# Task
Repeat the records below exactly as they appear, leaving out any pictures.

# Dataset content
#####
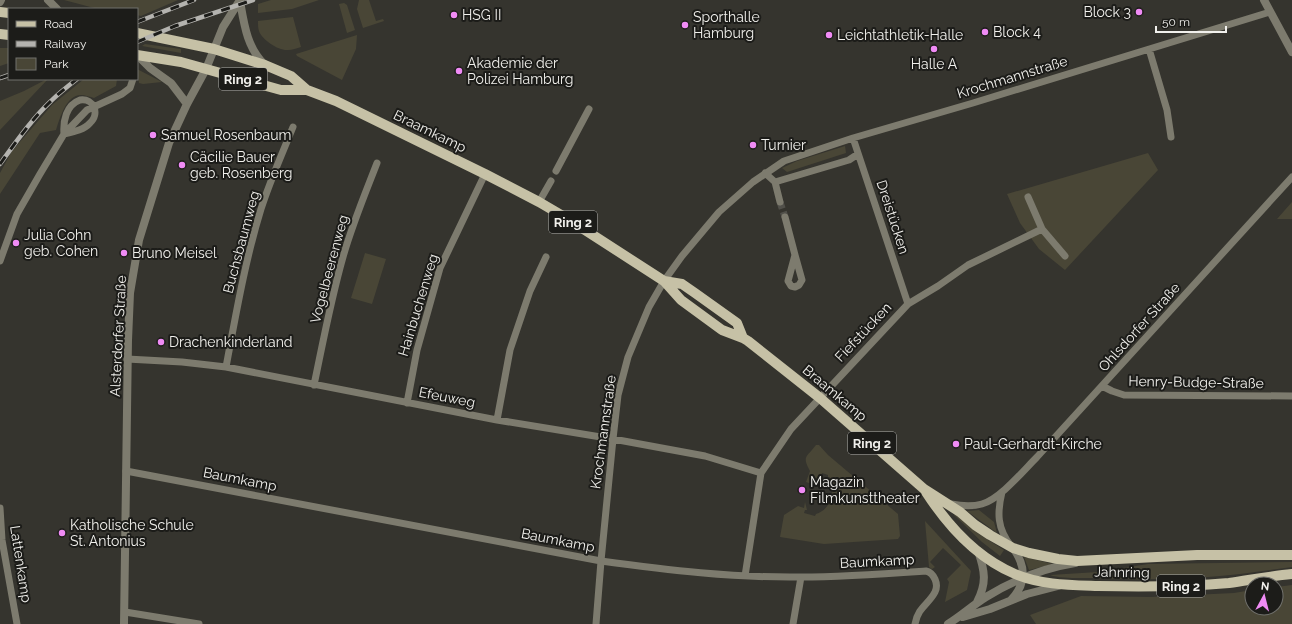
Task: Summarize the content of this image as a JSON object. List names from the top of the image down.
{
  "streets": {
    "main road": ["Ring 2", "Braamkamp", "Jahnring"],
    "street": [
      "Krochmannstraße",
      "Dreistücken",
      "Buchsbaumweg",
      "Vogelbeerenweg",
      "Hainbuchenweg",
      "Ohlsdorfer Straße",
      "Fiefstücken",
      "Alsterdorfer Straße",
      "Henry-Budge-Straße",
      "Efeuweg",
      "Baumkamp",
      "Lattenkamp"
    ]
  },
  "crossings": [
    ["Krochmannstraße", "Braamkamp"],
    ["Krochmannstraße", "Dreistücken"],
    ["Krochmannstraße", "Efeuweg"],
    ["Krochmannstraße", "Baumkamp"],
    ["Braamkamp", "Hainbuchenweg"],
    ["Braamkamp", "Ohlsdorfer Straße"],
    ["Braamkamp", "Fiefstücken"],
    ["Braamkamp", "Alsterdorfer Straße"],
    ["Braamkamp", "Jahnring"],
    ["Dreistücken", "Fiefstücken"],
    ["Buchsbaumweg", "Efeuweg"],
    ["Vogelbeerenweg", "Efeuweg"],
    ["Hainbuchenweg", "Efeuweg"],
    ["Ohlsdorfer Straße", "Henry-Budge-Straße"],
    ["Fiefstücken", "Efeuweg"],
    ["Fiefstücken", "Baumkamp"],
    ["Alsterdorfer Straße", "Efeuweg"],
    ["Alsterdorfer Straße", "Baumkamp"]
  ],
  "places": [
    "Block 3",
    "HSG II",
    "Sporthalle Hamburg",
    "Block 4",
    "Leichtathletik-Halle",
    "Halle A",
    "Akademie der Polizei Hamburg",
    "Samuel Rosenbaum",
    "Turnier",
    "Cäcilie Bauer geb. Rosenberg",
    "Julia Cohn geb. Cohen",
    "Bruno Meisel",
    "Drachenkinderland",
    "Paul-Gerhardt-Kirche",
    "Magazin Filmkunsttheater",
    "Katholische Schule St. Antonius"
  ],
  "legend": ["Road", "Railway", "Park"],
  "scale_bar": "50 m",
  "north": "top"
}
#####
# Solved problem
Task: Summarize the content of this image as a JSON object. List names from the top of the image down.
{
  "streets": {
    "main road": ["Ring 2", "Braamkamp", "Jahnring"],
    "street": [
      "Krochmannstraße",
      "Dreistücken",
      "Buchsbaumweg",
      "Vogelbeerenweg",
      "Hainbuchenweg",
      "Ohlsdorfer Straße",
      "Fiefstücken",
      "Alsterdorfer Straße",
      "Henry-Budge-Straße",
      "Efeuweg",
      "Baumkamp",
      "Lattenkamp"
    ]
  },
  "crossings": [
    ["Krochmannstraße", "Braamkamp"],
    ["Krochmannstraße", "Dreistücken"],
    ["Krochmannstraße", "Efeuweg"],
    ["Krochmannstraße", "Baumkamp"],
    ["Braamkamp", "Hainbuchenweg"],
    ["Braamkamp", "Ohlsdorfer Straße"],
    ["Braamkamp", "Fiefstücken"],
    ["Braamkamp", "Alsterdorfer Straße"],
    ["Braamkamp", "Jahnring"],
    ["Dreistücken", "Fiefstücken"],
    ["Buchsbaumweg", "Efeuweg"],
    ["Vogelbeerenweg", "Efeuweg"],
    ["Hainbuchenweg", "Efeuweg"],
    ["Ohlsdorfer Straße", "Henry-Budge-Straße"],
    ["Fiefstücken", "Efeuweg"],
    ["Fiefstücken", "Baumkamp"],
    ["Alsterdorfer Straße", "Efeuweg"],
    ["Alsterdorfer Straße", "Baumkamp"]
  ],
  "places": [
    "Block 3",
    "HSG II",
    "Sporthalle Hamburg",
    "Block 4",
    "Leichtathletik-Halle",
    "Halle A",
    "Akademie der Polizei Hamburg",
    "Samuel Rosenbaum",
    "Turnier",
    "Cäcilie Bauer geb. Rosenberg",
    "Julia Cohn geb. Cohen",
    "Bruno Meisel",
    "Drachenkinderland",
    "Paul-Gerhardt-Kirche",
    "Magazin Filmkunsttheater",
    "Katholische Schule St. Antonius"
  ],
  "legend": ["Road", "Railway", "Park"],
  "scale_bar": "50 m",
  "north": "top"
}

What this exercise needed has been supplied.